Return the lines of the data below exactly. Start at the first and end with the line containing "Bounding boxes for all labels, markers".

═════ DATA FOR THIS EXERCISE ═════

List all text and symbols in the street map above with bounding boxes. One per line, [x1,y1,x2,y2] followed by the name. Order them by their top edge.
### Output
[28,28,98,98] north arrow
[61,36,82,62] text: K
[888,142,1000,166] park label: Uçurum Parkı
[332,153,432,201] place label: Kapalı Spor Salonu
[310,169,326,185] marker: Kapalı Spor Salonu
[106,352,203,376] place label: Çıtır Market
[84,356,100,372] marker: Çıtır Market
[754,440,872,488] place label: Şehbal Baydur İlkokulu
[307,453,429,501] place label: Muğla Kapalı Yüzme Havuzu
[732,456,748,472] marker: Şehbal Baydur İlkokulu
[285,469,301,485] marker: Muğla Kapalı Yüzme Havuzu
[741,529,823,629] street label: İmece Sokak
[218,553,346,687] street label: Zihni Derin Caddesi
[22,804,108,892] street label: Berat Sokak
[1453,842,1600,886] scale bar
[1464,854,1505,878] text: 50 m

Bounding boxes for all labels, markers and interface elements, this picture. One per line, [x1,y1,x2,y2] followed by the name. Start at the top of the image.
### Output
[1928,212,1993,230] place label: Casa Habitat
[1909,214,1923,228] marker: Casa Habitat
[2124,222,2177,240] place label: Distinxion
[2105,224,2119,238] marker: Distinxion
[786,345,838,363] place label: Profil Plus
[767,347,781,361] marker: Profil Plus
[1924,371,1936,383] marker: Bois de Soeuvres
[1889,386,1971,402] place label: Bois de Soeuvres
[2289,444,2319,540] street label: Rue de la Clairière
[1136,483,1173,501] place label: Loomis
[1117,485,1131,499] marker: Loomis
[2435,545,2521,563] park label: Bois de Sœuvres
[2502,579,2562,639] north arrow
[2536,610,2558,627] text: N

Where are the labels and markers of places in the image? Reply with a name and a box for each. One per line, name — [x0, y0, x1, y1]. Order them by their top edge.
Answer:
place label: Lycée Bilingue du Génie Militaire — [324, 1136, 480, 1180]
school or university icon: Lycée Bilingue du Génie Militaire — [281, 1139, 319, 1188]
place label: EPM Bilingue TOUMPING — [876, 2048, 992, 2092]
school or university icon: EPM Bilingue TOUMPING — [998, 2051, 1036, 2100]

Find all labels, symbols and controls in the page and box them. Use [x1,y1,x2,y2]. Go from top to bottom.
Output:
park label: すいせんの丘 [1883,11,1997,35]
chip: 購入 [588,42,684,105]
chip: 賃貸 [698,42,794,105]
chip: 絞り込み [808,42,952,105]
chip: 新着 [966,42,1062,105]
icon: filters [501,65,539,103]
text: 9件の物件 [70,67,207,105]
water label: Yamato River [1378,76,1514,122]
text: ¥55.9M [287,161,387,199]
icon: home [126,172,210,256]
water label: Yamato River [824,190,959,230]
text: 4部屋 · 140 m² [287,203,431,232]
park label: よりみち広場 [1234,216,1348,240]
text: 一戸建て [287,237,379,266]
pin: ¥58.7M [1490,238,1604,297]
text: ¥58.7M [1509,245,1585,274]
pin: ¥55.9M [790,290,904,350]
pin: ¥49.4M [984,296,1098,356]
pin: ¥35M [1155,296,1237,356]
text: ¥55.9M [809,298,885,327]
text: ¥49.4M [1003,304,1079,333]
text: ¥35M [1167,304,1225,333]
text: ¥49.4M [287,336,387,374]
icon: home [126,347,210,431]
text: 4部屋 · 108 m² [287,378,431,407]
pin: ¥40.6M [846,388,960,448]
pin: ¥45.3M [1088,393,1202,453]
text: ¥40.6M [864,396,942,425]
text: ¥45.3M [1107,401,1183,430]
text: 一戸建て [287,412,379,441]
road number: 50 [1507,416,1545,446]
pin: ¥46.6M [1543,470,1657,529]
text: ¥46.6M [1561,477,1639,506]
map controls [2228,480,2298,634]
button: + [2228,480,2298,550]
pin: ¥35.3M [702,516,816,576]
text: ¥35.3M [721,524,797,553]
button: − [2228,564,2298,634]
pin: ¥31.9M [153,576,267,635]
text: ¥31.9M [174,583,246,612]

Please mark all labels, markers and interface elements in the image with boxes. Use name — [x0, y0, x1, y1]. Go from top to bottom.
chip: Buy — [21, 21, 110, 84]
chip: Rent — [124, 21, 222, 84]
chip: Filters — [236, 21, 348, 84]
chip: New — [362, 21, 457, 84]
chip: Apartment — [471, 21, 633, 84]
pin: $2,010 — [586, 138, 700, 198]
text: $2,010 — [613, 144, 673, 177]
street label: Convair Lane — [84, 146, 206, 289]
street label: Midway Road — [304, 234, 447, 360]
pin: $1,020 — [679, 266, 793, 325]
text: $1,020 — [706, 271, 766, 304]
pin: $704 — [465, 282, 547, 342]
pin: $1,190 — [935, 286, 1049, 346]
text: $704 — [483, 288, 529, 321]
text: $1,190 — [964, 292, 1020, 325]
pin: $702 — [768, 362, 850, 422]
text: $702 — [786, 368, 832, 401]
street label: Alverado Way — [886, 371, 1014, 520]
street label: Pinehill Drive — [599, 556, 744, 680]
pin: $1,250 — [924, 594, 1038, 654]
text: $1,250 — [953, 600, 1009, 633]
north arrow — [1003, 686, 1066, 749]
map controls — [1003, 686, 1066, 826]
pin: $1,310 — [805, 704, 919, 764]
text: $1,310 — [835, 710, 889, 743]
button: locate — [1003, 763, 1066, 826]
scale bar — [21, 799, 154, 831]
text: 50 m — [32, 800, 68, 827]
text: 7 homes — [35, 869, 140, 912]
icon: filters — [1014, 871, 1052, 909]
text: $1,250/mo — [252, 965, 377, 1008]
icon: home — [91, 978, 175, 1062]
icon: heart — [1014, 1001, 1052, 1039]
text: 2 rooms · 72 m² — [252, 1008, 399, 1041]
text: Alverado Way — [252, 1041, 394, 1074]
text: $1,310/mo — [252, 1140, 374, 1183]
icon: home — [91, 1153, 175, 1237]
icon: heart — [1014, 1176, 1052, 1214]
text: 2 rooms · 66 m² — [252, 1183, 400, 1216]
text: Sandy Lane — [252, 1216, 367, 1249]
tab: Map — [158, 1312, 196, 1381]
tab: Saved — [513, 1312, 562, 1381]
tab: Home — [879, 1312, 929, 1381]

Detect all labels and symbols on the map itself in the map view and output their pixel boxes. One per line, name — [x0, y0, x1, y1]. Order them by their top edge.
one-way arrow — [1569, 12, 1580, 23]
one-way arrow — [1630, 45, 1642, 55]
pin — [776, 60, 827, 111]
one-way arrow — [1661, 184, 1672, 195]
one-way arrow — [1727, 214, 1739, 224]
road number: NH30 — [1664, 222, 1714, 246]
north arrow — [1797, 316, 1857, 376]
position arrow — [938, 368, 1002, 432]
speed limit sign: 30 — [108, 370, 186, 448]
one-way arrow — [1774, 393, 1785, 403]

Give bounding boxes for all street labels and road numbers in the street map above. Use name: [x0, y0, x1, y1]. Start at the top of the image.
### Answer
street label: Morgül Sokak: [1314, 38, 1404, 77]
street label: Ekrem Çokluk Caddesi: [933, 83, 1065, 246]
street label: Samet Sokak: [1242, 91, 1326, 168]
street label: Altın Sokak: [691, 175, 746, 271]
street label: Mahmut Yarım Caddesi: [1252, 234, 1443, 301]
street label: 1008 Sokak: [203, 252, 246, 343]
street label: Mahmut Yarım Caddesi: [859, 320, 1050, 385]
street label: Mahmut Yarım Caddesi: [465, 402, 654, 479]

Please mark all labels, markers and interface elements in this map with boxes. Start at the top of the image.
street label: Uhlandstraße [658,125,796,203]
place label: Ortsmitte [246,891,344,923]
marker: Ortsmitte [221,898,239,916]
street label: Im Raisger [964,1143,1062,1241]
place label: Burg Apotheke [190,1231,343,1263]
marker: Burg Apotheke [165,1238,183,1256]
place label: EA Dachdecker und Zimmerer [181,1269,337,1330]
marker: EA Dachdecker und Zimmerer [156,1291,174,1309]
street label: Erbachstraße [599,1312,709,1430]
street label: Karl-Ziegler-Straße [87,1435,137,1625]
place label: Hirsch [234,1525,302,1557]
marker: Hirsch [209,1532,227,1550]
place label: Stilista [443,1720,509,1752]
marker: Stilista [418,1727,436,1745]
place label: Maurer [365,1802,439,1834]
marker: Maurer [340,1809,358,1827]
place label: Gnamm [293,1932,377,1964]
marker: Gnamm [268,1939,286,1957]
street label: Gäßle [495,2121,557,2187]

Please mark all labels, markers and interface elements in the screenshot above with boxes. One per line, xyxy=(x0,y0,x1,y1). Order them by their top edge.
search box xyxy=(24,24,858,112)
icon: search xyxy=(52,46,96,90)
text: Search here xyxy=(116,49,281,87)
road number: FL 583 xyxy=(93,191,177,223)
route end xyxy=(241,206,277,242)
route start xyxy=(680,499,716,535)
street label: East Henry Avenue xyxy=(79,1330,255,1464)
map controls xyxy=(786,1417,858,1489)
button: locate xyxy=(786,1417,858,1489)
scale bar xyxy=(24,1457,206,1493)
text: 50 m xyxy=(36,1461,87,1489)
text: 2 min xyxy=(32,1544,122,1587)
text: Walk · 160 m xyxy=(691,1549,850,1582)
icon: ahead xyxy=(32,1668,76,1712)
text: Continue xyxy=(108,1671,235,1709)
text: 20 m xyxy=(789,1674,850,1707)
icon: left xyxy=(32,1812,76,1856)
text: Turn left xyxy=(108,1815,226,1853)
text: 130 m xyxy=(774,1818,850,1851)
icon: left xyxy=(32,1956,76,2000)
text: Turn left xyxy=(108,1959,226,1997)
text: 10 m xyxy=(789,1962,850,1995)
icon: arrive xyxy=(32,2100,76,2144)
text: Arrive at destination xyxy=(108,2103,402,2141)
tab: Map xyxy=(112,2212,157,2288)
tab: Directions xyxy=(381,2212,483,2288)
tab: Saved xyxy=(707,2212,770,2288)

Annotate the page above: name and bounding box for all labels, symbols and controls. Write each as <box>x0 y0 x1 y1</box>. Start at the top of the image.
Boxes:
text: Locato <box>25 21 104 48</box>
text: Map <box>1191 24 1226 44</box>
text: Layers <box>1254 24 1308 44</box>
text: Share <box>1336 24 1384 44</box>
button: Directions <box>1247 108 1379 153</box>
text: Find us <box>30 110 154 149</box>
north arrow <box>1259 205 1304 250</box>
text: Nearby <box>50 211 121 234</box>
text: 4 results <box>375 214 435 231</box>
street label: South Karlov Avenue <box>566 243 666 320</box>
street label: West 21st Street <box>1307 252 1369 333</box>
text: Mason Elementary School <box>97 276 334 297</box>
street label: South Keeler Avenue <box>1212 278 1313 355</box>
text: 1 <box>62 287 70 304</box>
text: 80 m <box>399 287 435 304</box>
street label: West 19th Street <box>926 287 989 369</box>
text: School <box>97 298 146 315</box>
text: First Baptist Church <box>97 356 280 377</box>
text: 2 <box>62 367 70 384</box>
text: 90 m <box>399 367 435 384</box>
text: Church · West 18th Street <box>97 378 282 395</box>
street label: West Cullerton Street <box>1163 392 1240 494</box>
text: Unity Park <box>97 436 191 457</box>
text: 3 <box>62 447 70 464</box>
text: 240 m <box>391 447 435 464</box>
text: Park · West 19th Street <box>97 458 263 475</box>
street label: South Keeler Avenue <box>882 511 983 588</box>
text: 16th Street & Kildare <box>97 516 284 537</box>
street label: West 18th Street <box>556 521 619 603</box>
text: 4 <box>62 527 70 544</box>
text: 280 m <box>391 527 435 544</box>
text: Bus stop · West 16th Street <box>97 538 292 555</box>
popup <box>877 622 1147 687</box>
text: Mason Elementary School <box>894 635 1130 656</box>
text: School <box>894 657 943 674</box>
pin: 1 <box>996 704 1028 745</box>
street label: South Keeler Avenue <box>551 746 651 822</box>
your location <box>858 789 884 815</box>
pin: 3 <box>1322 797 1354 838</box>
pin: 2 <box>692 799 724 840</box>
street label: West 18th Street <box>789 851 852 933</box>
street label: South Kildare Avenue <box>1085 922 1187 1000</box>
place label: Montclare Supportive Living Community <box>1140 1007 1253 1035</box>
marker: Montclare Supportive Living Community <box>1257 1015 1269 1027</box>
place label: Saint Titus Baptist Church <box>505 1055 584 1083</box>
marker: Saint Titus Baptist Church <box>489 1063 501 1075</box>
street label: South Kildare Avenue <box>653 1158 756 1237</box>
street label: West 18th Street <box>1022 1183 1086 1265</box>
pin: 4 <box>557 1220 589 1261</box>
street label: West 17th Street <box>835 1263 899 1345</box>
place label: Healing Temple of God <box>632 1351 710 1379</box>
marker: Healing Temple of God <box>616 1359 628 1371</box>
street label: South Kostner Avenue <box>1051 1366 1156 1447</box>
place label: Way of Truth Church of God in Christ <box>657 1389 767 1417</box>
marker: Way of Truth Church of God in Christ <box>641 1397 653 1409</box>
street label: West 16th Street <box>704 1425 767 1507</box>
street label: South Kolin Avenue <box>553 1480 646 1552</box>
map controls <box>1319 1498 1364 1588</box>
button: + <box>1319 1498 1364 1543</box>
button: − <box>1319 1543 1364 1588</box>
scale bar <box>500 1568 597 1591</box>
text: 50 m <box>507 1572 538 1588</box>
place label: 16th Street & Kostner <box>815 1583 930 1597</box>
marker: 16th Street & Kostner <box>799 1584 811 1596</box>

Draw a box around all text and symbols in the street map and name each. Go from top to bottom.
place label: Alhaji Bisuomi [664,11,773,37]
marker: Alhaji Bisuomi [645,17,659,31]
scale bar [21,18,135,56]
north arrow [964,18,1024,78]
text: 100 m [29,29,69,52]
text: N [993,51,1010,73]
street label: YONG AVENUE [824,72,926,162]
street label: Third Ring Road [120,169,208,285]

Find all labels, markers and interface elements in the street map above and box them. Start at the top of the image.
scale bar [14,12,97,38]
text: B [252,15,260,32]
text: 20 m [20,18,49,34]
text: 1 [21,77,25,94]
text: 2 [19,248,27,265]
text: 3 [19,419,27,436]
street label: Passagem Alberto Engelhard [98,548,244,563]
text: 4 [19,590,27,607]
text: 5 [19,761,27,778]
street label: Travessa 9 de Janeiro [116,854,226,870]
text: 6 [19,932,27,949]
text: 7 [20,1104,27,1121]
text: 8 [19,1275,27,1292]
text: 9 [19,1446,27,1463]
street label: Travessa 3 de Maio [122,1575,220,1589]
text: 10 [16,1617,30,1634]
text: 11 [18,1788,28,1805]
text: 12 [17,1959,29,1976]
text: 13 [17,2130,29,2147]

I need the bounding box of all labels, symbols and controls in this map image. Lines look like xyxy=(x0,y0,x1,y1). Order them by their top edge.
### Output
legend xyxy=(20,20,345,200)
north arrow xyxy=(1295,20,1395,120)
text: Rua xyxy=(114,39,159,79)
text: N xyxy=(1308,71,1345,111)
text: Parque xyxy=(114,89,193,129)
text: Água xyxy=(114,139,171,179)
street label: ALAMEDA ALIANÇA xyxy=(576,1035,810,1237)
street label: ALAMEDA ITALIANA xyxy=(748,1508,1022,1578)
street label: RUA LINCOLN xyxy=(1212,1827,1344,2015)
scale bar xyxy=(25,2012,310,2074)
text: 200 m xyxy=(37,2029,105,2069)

═════

» RESULT OF THIS EXERCISE:
List all text and symbols in the street map above with bounding boxes. One per line, [x1,y1,x2,y2] followed by the name. Order them by their top edge.
### Output
[28,28,98,98] north arrow
[61,36,82,62] text: K
[888,142,1000,166] park label: Uçurum Parkı
[332,153,432,201] place label: Kapalı Spor Salonu
[310,169,326,185] marker: Kapalı Spor Salonu
[106,352,203,376] place label: Çıtır Market
[84,356,100,372] marker: Çıtır Market
[754,440,872,488] place label: Şehbal Baydur İlkokulu
[307,453,429,501] place label: Muğla Kapalı Yüzme Havuzu
[732,456,748,472] marker: Şehbal Baydur İlkokulu
[285,469,301,485] marker: Muğla Kapalı Yüzme Havuzu
[741,529,823,629] street label: İmece Sokak
[218,553,346,687] street label: Zihni Derin Caddesi
[22,804,108,892] street label: Berat Sokak
[1453,842,1600,886] scale bar
[1464,854,1505,878] text: 50 m

Bounding boxes for all labels, markers and interface elements, this picture. One per line, [x1,y1,x2,y2] followed by the name. Start at the top of the image.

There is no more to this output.